One of the most anticipated Grammy performances this year was Kesha’s “Praying.” Written after her years-long legal battle with accused abuser Dr. Luke, the song has become an anthem of sorts, and has perfectly coincided with the rise of the #MeToo and #TimesUp movements. And seeing as how the music industry’s response to #TimesUp has been much more tenuous than Hollywood’s, the burden to address the enormous issue largely fell to Kesha. Aside from one literal whisper from Lady Gaga, there was no mention of #TimesUp until her segment.
She delivered a powerful performance, but then the Grammys moved on. What’s more, they paired the moment with another bit on immigration, giving the clear signal that they were trying to squeeze all of the uncomfortable “political” moments into one tidy package.
Still, the Kesha segment packed a punch. Janelle Monae introduced the performance, honoring women in the music industry, and giving something of a warning. “We come in peace, but we mean business. To those who would dare try to silence us, we offer two words: Time’s up,” she said.
Kesha then took to the stage along with Cyndi Lauper, Camila Cabello, Julia Michaels, Bebe Rexha, Andra Day, and the Resistance Revival Chorus, all of whom were dressed in white. The performance was incredibly moving, and the exact kind of statement that the industry needs.
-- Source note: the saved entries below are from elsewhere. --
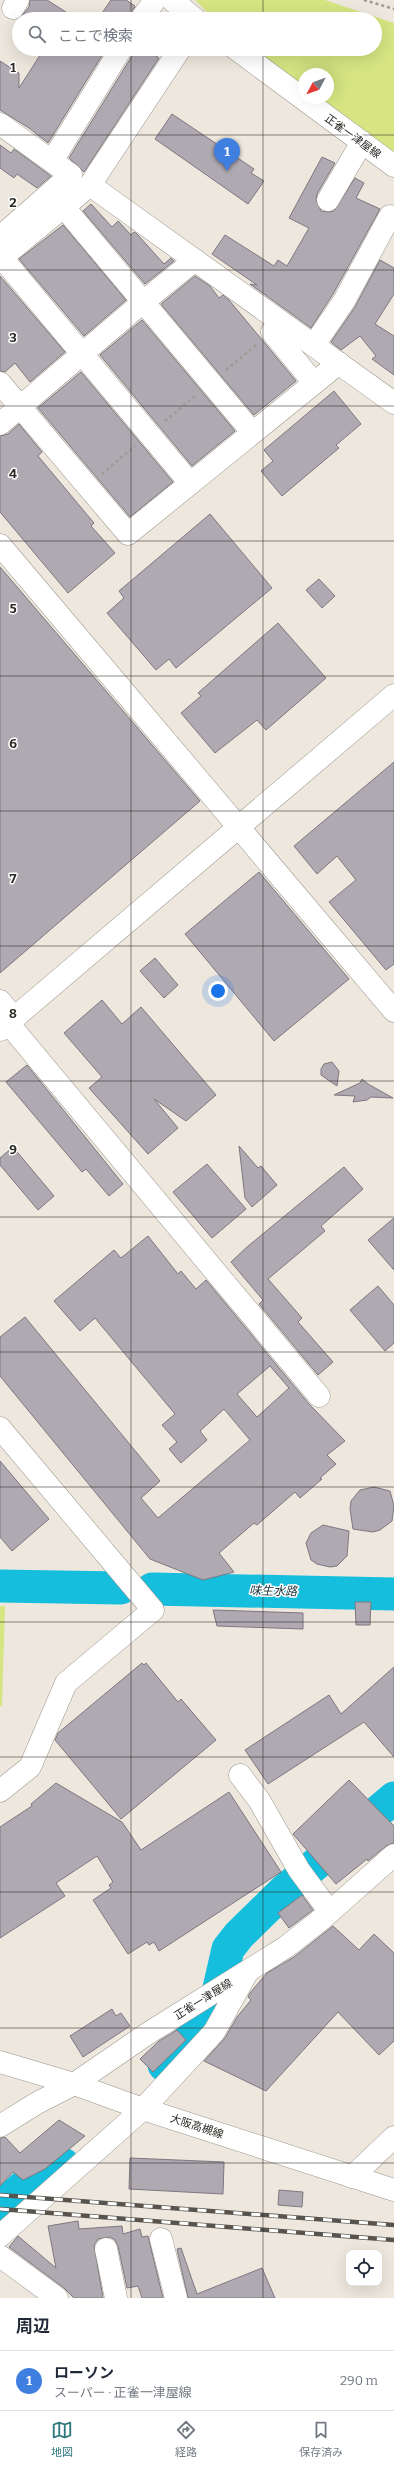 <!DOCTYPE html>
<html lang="ja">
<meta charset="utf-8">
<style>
:root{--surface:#fff;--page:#f2f2f3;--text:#1f2937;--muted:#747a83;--line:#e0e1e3;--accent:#2e777d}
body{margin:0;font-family:Bitter,"Noto Sans JP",serif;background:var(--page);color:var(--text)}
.controls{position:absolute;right:12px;bottom:12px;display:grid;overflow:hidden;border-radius:8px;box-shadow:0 4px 16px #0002}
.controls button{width:36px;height:36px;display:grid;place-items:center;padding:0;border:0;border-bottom:1px solid var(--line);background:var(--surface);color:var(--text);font:20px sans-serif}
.compass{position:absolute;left:298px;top:68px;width:36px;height:36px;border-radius:50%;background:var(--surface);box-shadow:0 4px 16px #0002;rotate:229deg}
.you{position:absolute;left:218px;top:991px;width:14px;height:14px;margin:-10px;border:3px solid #fff;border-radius:50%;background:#1a73e8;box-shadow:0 0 0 6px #1a73e833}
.badge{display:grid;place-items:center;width:26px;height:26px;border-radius:50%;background:var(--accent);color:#fff;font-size:13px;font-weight:700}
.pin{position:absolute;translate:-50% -33px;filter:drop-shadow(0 1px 2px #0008)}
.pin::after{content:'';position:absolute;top:21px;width:14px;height:12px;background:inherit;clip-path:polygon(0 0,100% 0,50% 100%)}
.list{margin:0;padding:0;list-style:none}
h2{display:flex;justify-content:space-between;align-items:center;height:52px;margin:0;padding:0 16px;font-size:17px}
h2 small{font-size:13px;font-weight:400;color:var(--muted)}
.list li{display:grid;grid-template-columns:26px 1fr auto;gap:12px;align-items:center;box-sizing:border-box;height:60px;padding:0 16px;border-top:1px solid var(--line)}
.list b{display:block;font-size:15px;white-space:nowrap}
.list p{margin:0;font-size:13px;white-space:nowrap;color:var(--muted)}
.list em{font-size:13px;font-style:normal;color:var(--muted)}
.icon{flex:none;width:22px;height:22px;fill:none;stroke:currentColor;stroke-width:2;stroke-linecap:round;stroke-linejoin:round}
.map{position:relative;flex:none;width:394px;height:2298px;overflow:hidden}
.search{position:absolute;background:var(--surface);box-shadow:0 4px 16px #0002;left:12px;right:12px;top:12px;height:44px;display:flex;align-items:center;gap:10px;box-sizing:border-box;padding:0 14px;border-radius:22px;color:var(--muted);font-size:15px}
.sheet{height:112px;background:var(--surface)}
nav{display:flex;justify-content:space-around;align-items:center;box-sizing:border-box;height:56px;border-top:1px solid var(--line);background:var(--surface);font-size:11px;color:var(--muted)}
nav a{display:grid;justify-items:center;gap:2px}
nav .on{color:var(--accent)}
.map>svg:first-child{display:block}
.green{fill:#d6e582}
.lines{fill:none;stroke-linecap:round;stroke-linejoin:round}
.river{stroke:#16bedd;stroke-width:33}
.building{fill:#afa9b2;stroke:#7d7780;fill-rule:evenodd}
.minor-casing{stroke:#9c978d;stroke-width:23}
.major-casing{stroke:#9c978d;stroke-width:23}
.path{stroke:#9f9a93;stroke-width:2.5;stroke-dasharray:3 3;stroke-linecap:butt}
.minor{stroke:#fff;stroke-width:22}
.major{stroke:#fff;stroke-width:22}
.rail-casing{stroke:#57544e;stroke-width:4.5}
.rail{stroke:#fff;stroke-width:3;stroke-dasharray:9;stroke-linecap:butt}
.grid{fill:none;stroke:#2b2925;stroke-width:1;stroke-opacity:0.55}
.labels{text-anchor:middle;stroke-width:3;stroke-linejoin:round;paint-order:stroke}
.street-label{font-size:11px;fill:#2b2925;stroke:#fff}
.water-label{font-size:12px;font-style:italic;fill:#21393f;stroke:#fff}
.grid-label{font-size:13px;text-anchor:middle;font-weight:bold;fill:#2b2925;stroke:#fff;stroke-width:3;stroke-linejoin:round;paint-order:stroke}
</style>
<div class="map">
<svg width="394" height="2298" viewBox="0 0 394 2298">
<rect width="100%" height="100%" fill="#ede7dd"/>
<g class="green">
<polygon points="195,0 325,0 394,23 394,152 319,98 328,98 328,74 304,74 304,87 252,49 375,49 375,19 214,19"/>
<polygon points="0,1606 5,1606 2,1706 0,1706"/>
</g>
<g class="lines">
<g class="river">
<polyline points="0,1586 121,1588"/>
<polyline points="152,1589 394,1594"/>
<polyline points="164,2065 201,2028 215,2006 228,1949 239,1935 285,1890 394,1798"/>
<polyline points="0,2208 23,2187 45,2178 63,2164"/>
</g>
</g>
<g class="building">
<polygon points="30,0 47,0 77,19 19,19 29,7"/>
<polygon points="111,0 126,0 135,6 129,19 98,19"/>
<polygon points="44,49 106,49 48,143 29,128 0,110 0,61 19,73 19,88"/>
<polygon points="133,49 145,49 159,58 84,172 69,158 132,56"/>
<polygon points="172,114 254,169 251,173 264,181 248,204 155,139"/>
<polygon points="0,145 11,153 14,149 51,176 37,188 17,174 14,178 0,168"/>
<polygon points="322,157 335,163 317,194 316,200 321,211 328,212 334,211 355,178 364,183 356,198 380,209 333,294 311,328 250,284 257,285 212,254 225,235 274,266 278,260 287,266 309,228 289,218"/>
<polygon points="91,204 112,227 118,221 131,235 134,232 137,234 164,264 171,258 174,261 145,284 83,211"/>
<polygon points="63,225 126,300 84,336 19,259"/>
<polygon points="380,260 394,268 394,294 375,324 394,336 394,375 372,359 376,356 360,336 341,350 331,342 355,307"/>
<polygon points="0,276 65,352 30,382 15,363 5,372 0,371"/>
<polygon points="195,276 210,286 219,298 223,295 229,300 296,381 254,415 161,304"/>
<polygon points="142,320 235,431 192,466 100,355"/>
<polygon points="81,372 173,482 130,517 38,408"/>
<polygon points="334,391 361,424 336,445 339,448 282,496 261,471 273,461 264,450"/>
<polygon points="19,424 42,452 38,456 94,523 91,526 115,553 68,593 0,512 0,436 8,434"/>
<polygon points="210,514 272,588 176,668 169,659 156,670 107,613 124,598 119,591"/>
<polygon points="0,567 200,801 0,973"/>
<polygon points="319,579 335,596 322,608 306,590"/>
<polygon points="278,623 326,678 266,730 257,720 215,753 181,713 201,696 198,693"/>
<polygon points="394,762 394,964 386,970 329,902 356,880 337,856 317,874 294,846"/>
<polygon points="259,872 349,979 274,1041 185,934"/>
<polygon points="155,958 178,985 164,998 140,971"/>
<polygon points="102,1000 122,1024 141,1007 216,1095 186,1121 154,1099 178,1128 148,1154 89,1088 102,1077 64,1033"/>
<polygon points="332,1062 339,1071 337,1086 321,1075 321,1069 324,1064"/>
<polygon points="27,1065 123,1184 109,1196 86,1169 82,1172 6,1082"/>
<polygon points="362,1079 368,1084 393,1098 371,1097 367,1100 353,1102 355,1096 334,1095 360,1083"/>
<polygon points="239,1146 258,1168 261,1166 277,1185 252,1207 245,1198"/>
<polygon points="13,1147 54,1196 38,1210 0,1165 0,1158"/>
<polygon points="207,1164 246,1209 212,1238 173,1192"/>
<polygon points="344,1167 363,1189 321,1226 325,1231 268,1279 302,1318 298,1322 333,1362 318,1375 259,1304 263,1300 231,1262 247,1247"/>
<polygon points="394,1218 394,1270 368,1240"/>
<path d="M148 1236 178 1274 181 1271 196 1289 206 1280 309 1404 345 1441 327 1455 336 1464 320 1478 322 1479 300 1498 295 1492 257 1525 254 1523 219 1553 234 1572 203 1580 150 1559 0 1376V1337L25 1317 160 1481 141 1498 158 1518 250 1440 224 1409 200 1431 207 1440 181 1463 169 1449 177 1442 162 1425 175 1414 95 1318 80 1331 54 1301 114 1250 121 1258ZM270 1366 289 1388 257 1417 237 1394Z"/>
<polygon points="378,1286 394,1305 394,1343 385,1351 350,1310"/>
<polygon points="0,1461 49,1519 12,1551 0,1537"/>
<polygon points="374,1487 390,1491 394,1506 392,1521 380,1530 373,1532 353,1529 350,1509 351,1501 360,1490"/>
<polygon points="323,1525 349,1531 347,1556 337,1566 330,1567 317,1564 311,1560 306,1543 311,1533"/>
<polygon points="355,1602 371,1602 370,1625 356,1625"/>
<polygon points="213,1610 303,1613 303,1629 217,1626"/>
<polygon points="142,1663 144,1665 146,1663 178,1702 181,1699 216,1740 121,1819 55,1740 58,1733"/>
<polygon points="394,1667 394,1757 364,1722 268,1784 245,1750 329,1695 341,1714"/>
<polygon points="349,1780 394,1826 394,1843 386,1846 368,1861 367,1859 336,1884 293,1834"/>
<polygon points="56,1783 122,1822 141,1850 229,1792 281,1872 159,1951 154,1942 149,1945 147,1942 128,1954 93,1900 111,1888 109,1885 113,1882 97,1856 56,1883 65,1896 0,1938 0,1827 32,1806 31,1804"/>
<polygon points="302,1895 313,1910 289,1928 278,1913"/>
<polygon points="333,1926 359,1950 374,1934 394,1953 394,2041 379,2055 338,2012 266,2091 204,2061 225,2038 237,2017 251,2000 248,1997 250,1993 267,1973 294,1957"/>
<polygon points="112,2009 116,2016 121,2013 130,2026 83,2057 70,2036"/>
<polygon points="177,2030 186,2040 153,2072 140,2059 159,2041"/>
<polygon points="59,2120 85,2136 45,2169 23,2180 13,2172 0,2186 0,2138 5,2137 20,2153"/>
<polygon points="130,2158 224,2162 223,2194 129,2189"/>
<polygon points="279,2190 303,2192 302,2207 278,2205"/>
<polygon points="78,2221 79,2229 122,2226 123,2234 140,2229 142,2237 148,2236 163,2298 142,2298 138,2286 127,2288 118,2246 115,2240 110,2237 98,2239 94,2245 103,2298 74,2298 64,2288 9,2247 18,2236 56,2268 48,2226"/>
<polygon points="181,2248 197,2294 262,2268 275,2298 188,2298 177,2249"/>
</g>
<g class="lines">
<g class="minor-casing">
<g id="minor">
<polyline points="13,8 18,0"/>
<polyline points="141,19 155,0"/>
<polyline points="0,124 71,175 0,237"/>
<polyline points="52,161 121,49"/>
<polyline points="90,185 394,403"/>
<polyline points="328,200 362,142"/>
<polyline points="63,206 252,432"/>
<polyline points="2,258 190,483"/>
<polyline points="0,259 90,185 180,49"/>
<polyline points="272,332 314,383"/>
<polyline points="314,345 344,301 390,216"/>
<polyline points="0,383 128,534 339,363"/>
<polyline points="0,424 143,302 195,260"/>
<polyline points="0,545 394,1011"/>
<polyline points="0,1001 14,1018"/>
<polyline points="8,1023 319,1396"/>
<polyline points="0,1030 394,695"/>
<polyline points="0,1428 153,1610 66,1683 30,1767 0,1791"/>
<polyline points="240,1775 259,1800 299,1870 330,1912"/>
<polyline points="352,2177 394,2137"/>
<polyline points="0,2236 143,2109 214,2032 248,1971"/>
<polyline points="161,2239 176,2298"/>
<polyline points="106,2249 116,2298"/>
<polyline points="0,2256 57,2298"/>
</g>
</g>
<g class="major-casing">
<g id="major">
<polyline points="172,0 195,19"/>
<polyline points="236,49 394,166"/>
<polyline points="0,2062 74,2084 143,2109 394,2190"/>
<polyline points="0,2126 37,2103 74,2084 150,2032 286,1947 323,1918 394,1855"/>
</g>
</g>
<g class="path">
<polyline points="364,0 394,9"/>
<polyline points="226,370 256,345"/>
<polyline points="165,421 196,395"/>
<polyline points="102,474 135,446"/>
</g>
<use href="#minor" class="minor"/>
<use href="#major" class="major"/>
<g class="rail-casing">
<g id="rail">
<polyline points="0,2195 394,2225"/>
<polyline points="0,2209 394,2240"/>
</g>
</g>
<use href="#rail" class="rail"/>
</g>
<path class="grid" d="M131 0V19M263 0V19M131 49V2298M263 49V2298M0 135H394M0 270H394M0 406H394M0 541H394M0 676H394M0 811H394M0 946H394M0 1081H394M0 1217H394M0 1352H394M0 1487H394M0 1622H394M0 1757H394M0 1892H394M0 2028H394M0 2163H394"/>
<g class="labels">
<g class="street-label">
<text transform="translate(353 136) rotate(36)" y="4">正雀一津屋線</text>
<text transform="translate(203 1999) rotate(-32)" y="4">正雀一津屋線</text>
<text transform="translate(197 2126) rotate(18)" y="4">大阪高槻線</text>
</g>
<g class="water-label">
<text transform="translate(273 1591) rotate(1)" y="4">味生水路</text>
</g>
</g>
<g class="grid-label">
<text x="13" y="72">1</text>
<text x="13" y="207">2</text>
<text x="13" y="342">3</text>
<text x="13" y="478">4</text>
<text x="13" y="613">5</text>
<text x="13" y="748">6</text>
<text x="13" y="883">7</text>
<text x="13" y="1018">8</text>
<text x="13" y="1154">9</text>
</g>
</svg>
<div class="controls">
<button><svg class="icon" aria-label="locate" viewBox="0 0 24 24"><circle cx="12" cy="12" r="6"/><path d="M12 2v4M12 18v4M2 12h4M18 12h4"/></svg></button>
</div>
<svg class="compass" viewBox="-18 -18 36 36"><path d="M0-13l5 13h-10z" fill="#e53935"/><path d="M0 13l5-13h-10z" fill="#747a83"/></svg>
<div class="you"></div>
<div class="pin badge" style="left:227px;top:171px;background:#3f7fe0">1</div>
<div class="search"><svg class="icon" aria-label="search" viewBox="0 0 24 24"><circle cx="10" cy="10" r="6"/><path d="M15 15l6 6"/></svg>ここで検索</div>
</div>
<section class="sheet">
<h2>周辺<small></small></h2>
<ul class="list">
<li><span class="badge" style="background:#3f7fe0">1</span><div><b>ローソン</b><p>スーパー · 正雀一津屋線</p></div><em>290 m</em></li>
</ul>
</section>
<nav>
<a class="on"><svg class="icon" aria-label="map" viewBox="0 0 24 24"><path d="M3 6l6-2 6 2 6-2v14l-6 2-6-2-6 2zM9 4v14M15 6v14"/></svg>地図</a>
<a><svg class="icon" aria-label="directions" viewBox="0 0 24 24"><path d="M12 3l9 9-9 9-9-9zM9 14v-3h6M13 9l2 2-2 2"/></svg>経路</a>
<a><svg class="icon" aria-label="saved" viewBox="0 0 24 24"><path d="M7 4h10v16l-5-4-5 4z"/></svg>保存済み</a>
</nav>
But it shouldn’t have been the only statement.
Nonetheless, Kesha’s performance was commanding and hopefully will serve as something more than a way for the label that contractually bound her to her abuser—and the industry that largely turned a blind eye—to refurbish their image.
A speech from Camila Cabello on behalf of DACA recipients then followed. It too was powerful. But it led, bafflingly, to a song by U2. Seriously, they couldn’t find a Latinx artist to do a song about immigration in this moment? They had to pick old white men?
When it was all done, you could feel the Grammys saying, “happy now?” It was telling that the next majorly political moment to happen on the show—Logic’s monologue towards the end—was apparently off-script.